━━━━━ MATERIAL SHOWN

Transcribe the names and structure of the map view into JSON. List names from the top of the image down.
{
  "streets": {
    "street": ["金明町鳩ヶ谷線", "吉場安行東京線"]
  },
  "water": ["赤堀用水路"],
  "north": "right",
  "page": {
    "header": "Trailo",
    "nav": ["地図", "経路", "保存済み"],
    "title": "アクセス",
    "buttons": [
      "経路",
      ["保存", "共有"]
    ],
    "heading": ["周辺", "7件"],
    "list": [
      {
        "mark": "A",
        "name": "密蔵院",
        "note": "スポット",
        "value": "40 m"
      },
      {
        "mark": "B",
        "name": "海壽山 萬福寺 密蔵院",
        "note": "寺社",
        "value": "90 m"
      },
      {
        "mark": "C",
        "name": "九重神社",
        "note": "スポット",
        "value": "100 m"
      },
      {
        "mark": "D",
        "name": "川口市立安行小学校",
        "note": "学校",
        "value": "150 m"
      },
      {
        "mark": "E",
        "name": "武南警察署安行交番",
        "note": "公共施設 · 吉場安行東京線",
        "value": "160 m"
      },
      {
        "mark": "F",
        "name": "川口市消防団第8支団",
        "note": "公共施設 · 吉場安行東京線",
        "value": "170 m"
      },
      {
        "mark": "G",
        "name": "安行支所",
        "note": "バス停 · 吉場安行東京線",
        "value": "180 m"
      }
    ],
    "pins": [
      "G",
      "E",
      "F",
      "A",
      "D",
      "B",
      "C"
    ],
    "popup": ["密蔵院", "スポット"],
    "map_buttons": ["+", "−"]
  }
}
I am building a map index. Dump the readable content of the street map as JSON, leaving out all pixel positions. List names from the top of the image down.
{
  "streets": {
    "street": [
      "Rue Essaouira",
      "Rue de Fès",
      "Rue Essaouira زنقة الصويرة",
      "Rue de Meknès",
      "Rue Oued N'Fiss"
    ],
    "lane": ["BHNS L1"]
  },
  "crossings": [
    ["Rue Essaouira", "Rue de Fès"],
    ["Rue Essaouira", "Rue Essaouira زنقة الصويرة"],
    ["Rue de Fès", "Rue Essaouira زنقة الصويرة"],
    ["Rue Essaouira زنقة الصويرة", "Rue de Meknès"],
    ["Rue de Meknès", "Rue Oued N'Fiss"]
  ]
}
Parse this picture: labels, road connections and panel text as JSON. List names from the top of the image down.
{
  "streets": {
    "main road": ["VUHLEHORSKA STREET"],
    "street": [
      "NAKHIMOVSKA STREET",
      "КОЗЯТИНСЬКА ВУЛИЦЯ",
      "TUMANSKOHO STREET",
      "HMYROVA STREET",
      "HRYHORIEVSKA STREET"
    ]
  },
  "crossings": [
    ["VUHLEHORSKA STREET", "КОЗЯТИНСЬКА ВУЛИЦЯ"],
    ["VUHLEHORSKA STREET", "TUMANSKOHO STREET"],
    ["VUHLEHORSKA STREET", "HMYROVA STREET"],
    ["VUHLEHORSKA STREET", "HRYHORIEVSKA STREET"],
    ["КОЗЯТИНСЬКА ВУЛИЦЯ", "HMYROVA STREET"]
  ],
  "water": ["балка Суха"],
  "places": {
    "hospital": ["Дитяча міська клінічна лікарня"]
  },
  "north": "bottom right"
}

━━━━━━━━━━

▶ [WHAT TO DO] Reproduce exactly the line bearing "I am building" and all the lines that come after it in the records above; add nothing.

▶ [RESULT OF THE TASK]
I am building a map index. Dump the readable content of the street map as JSON, leaving out all pixel positions. List names from the top of the image down.
{
  "streets": {
    "street": [
      "Rue Essaouira",
      "Rue de Fès",
      "Rue Essaouira زنقة الصويرة",
      "Rue de Meknès",
      "Rue Oued N'Fiss"
    ],
    "lane": ["BHNS L1"]
  },
  "crossings": [
    ["Rue Essaouira", "Rue de Fès"],
    ["Rue Essaouira", "Rue Essaouira زنقة الصويرة"],
    ["Rue de Fès", "Rue Essaouira زنقة الصويرة"],
    ["Rue Essaouira زنقة الصويرة", "Rue de Meknès"],
    ["Rue de Meknès", "Rue Oued N'Fiss"]
  ]
}
Parse this picture: labels, road connections and panel text as JSON. List names from the top of the image down.
{
  "streets": {
    "main road": ["VUHLEHORSKA STREET"],
    "street": [
      "NAKHIMOVSKA STREET",
      "КОЗЯТИНСЬКА ВУЛИЦЯ",
      "TUMANSKOHO STREET",
      "HMYROVA STREET",
      "HRYHORIEVSKA STREET"
    ]
  },
  "crossings": [
    ["VUHLEHORSKA STREET", "КОЗЯТИНСЬКА ВУЛИЦЯ"],
    ["VUHLEHORSKA STREET", "TUMANSKOHO STREET"],
    ["VUHLEHORSKA STREET", "HMYROVA STREET"],
    ["VUHLEHORSKA STREET", "HRYHORIEVSKA STREET"],
    ["КОЗЯТИНСЬКА ВУЛИЦЯ", "HMYROVA STREET"]
  ],
  "water": ["балка Суха"],
  "places": {
    "hospital": ["Дитяча міська клінічна лікарня"]
  },
  "north": "bottom right"
}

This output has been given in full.